═══ Records for the exercise ═══

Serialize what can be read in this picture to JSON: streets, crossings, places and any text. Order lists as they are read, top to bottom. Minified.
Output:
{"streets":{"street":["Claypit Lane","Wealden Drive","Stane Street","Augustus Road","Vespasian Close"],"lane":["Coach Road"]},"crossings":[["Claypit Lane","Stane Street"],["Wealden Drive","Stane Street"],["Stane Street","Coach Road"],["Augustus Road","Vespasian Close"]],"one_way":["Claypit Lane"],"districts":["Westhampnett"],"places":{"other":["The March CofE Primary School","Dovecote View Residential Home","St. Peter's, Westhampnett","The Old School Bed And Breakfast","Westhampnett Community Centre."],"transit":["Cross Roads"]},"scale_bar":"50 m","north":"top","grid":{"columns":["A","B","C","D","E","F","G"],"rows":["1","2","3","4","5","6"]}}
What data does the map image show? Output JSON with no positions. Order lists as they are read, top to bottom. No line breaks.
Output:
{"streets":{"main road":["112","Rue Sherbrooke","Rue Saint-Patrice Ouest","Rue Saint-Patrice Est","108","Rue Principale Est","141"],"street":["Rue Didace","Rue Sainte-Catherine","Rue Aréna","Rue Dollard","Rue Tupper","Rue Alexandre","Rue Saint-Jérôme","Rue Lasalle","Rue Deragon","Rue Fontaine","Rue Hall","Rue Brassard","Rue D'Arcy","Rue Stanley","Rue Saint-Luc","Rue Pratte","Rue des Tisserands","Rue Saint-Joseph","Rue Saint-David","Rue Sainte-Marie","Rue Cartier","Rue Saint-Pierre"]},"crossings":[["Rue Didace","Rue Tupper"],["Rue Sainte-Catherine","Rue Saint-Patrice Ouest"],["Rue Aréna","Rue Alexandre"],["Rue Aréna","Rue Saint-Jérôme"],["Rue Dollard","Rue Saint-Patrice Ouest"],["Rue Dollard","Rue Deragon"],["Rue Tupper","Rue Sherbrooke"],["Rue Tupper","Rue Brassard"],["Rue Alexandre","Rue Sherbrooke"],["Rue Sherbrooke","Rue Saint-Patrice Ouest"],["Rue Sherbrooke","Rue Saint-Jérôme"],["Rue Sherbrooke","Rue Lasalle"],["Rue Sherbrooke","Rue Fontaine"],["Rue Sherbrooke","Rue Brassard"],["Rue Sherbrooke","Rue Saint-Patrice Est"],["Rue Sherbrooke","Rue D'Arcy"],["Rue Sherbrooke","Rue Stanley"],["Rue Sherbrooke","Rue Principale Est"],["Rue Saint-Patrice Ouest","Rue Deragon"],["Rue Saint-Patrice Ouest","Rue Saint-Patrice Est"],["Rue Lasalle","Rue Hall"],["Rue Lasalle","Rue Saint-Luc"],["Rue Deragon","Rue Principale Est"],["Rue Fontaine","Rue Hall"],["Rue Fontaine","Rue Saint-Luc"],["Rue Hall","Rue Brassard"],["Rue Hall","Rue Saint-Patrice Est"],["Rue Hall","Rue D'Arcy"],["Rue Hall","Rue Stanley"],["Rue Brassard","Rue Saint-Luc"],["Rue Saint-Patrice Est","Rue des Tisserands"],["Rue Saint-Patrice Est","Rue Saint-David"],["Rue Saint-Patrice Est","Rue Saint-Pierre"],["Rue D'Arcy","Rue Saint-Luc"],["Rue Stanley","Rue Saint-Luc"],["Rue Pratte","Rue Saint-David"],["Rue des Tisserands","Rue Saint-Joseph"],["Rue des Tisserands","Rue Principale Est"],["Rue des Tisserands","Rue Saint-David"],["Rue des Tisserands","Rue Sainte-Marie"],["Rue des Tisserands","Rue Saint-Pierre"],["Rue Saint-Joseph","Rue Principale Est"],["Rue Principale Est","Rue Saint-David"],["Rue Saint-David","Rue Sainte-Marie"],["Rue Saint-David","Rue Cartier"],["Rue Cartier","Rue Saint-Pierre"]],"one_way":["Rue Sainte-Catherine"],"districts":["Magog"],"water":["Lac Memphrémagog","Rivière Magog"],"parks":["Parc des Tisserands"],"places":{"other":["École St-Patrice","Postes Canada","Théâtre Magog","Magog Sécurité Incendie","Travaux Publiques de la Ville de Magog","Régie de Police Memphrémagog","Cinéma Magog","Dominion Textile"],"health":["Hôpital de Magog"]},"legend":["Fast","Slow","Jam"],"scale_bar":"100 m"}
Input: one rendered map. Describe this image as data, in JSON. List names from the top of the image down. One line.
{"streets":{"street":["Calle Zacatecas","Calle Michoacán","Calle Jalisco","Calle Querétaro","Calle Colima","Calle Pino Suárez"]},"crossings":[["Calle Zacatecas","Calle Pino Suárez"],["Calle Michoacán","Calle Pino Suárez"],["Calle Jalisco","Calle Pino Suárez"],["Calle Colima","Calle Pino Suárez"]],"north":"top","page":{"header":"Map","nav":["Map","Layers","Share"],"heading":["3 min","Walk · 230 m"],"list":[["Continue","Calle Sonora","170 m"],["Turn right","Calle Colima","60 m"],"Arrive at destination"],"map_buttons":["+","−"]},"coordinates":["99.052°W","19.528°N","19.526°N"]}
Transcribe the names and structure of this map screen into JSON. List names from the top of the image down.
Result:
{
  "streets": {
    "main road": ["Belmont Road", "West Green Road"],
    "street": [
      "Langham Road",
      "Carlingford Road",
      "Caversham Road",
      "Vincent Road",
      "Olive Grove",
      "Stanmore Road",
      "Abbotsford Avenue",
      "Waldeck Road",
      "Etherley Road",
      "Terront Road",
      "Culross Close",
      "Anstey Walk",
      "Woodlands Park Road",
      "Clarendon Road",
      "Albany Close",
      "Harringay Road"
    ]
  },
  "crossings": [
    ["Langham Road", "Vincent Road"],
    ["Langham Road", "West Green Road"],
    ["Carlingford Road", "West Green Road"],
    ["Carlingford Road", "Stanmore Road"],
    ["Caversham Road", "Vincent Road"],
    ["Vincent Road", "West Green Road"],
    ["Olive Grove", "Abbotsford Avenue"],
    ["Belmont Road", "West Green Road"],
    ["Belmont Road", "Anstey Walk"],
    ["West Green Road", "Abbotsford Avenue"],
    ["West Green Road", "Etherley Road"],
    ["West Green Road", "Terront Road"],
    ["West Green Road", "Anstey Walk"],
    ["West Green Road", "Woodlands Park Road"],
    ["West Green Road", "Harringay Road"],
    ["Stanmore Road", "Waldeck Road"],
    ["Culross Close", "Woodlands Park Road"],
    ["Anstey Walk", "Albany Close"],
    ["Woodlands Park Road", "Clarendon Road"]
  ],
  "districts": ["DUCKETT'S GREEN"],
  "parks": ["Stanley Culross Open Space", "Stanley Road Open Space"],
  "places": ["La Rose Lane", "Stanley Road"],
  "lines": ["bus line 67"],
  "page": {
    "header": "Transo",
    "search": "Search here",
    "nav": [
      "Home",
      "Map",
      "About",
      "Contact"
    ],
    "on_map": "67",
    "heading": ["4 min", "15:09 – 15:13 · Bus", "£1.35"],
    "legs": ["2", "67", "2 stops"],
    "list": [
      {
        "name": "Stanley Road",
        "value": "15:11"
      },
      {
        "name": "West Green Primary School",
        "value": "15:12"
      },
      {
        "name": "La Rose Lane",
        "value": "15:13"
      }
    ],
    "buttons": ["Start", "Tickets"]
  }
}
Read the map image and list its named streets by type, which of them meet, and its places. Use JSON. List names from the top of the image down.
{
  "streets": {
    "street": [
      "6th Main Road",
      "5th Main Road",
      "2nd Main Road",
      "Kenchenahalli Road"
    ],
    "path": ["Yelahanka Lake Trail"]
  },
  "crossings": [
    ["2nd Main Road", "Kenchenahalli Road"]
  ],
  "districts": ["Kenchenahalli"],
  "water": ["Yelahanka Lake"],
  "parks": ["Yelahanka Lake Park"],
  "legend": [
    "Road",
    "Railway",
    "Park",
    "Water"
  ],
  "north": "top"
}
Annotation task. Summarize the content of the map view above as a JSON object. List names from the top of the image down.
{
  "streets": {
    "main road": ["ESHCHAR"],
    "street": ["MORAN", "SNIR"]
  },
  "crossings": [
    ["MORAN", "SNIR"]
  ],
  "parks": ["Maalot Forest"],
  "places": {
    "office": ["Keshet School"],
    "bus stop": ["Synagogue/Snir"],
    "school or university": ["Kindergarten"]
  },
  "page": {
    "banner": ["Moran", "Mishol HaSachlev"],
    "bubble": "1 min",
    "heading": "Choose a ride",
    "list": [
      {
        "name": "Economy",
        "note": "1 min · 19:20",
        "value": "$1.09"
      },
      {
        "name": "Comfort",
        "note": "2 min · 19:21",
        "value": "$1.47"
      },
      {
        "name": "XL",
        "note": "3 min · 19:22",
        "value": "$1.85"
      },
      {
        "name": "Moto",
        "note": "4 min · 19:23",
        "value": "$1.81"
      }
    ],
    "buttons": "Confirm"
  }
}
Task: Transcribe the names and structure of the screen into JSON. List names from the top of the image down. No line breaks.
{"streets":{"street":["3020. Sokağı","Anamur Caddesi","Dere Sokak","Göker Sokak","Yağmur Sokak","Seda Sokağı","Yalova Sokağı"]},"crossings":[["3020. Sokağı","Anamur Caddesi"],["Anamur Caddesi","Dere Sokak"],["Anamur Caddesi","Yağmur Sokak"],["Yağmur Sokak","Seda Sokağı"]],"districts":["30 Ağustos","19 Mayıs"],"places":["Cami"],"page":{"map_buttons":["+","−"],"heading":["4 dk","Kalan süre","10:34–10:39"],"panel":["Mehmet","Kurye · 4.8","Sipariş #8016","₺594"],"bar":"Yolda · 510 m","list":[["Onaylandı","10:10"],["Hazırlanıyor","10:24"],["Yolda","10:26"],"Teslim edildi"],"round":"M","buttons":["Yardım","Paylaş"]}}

═══

Task item: Take from the material every line that holds "value".

Result of the task:
        "value": "15:11"
        "value": "15:12"
        "value": "15:13"
        "value": "$1.09"
        "value": "$1.47"
        "value": "$1.85"
        "value": "$1.81"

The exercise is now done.